Exercise prompt →
Once the data has been read, restate all of it exactly.

++++ Extracted records

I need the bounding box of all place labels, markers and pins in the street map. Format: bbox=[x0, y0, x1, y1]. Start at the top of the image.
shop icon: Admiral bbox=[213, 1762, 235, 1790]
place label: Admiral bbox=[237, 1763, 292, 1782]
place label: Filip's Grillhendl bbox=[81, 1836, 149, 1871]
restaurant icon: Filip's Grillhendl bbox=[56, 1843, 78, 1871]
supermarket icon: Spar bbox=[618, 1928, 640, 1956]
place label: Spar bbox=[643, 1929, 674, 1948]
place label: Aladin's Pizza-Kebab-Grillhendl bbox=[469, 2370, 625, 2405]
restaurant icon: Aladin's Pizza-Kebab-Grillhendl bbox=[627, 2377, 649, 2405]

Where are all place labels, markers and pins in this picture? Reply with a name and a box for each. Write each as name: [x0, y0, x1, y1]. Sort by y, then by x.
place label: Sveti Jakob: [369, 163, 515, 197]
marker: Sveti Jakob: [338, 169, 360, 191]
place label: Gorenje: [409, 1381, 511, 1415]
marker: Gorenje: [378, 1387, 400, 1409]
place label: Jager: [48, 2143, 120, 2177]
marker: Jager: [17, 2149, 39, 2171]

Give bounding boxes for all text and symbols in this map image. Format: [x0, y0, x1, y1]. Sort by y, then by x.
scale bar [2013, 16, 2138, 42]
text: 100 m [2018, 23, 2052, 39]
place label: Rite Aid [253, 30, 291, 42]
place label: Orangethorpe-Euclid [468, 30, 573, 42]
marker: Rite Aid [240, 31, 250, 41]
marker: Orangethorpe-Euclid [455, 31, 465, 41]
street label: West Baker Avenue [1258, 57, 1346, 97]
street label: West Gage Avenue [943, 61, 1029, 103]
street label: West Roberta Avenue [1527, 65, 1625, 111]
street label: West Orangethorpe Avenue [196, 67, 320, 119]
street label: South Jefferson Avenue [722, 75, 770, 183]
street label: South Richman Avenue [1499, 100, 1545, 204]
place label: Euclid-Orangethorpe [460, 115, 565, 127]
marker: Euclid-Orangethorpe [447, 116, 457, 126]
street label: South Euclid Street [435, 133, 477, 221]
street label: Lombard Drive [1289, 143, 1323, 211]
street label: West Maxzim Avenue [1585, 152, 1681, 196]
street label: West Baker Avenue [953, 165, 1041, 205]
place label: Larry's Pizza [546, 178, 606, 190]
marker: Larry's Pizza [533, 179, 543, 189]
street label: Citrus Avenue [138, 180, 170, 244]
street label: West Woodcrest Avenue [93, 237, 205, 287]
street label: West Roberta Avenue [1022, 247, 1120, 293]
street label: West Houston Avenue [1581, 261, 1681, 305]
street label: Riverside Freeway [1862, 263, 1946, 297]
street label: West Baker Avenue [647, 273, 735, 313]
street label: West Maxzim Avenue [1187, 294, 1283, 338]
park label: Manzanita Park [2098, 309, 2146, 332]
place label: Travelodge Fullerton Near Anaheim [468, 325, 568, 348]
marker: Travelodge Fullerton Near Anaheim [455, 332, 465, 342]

++++++++

Reply to the task →
I need the bounding box of all place labels, markers and pins in the street map. Format: bbox=[x0, y0, x1, y1]. Start at the top of the image.
shop icon: Admiral bbox=[213, 1762, 235, 1790]
place label: Admiral bbox=[237, 1763, 292, 1782]
place label: Filip's Grillhendl bbox=[81, 1836, 149, 1871]
restaurant icon: Filip's Grillhendl bbox=[56, 1843, 78, 1871]
supermarket icon: Spar bbox=[618, 1928, 640, 1956]
place label: Spar bbox=[643, 1929, 674, 1948]
place label: Aladin's Pizza-Kebab-Grillhendl bbox=[469, 2370, 625, 2405]
restaurant icon: Aladin's Pizza-Kebab-Grillhendl bbox=[627, 2377, 649, 2405]

Where are all place labels, markers and pins in this picture? Reply with a name and a box for each. Write each as name: [x0, y0, x1, y1]. Sort by y, then by x.
place label: Sveti Jakob: [369, 163, 515, 197]
marker: Sveti Jakob: [338, 169, 360, 191]
place label: Gorenje: [409, 1381, 511, 1415]
marker: Gorenje: [378, 1387, 400, 1409]
place label: Jager: [48, 2143, 120, 2177]
marker: Jager: [17, 2149, 39, 2171]

Give bounding boxes for all text and symbols in this map image. Format: [x0, y0, x1, y1]. Sort by y, then by x.
scale bar [2013, 16, 2138, 42]
text: 100 m [2018, 23, 2052, 39]
place label: Rite Aid [253, 30, 291, 42]
place label: Orangethorpe-Euclid [468, 30, 573, 42]
marker: Rite Aid [240, 31, 250, 41]
marker: Orangethorpe-Euclid [455, 31, 465, 41]
street label: West Baker Avenue [1258, 57, 1346, 97]
street label: West Gage Avenue [943, 61, 1029, 103]
street label: West Roberta Avenue [1527, 65, 1625, 111]
street label: West Orangethorpe Avenue [196, 67, 320, 119]
street label: South Jefferson Avenue [722, 75, 770, 183]
street label: South Richman Avenue [1499, 100, 1545, 204]
place label: Euclid-Orangethorpe [460, 115, 565, 127]
marker: Euclid-Orangethorpe [447, 116, 457, 126]
street label: South Euclid Street [435, 133, 477, 221]
street label: Lombard Drive [1289, 143, 1323, 211]
street label: West Maxzim Avenue [1585, 152, 1681, 196]
street label: West Baker Avenue [953, 165, 1041, 205]
place label: Larry's Pizza [546, 178, 606, 190]
marker: Larry's Pizza [533, 179, 543, 189]
street label: Citrus Avenue [138, 180, 170, 244]
street label: West Woodcrest Avenue [93, 237, 205, 287]
street label: West Roberta Avenue [1022, 247, 1120, 293]
street label: West Houston Avenue [1581, 261, 1681, 305]
street label: Riverside Freeway [1862, 263, 1946, 297]
street label: West Baker Avenue [647, 273, 735, 313]
street label: West Maxzim Avenue [1187, 294, 1283, 338]
park label: Manzanita Park [2098, 309, 2146, 332]
place label: Travelodge Fullerton Near Anaheim [468, 325, 568, 348]
marker: Travelodge Fullerton Near Anaheim [455, 332, 465, 342]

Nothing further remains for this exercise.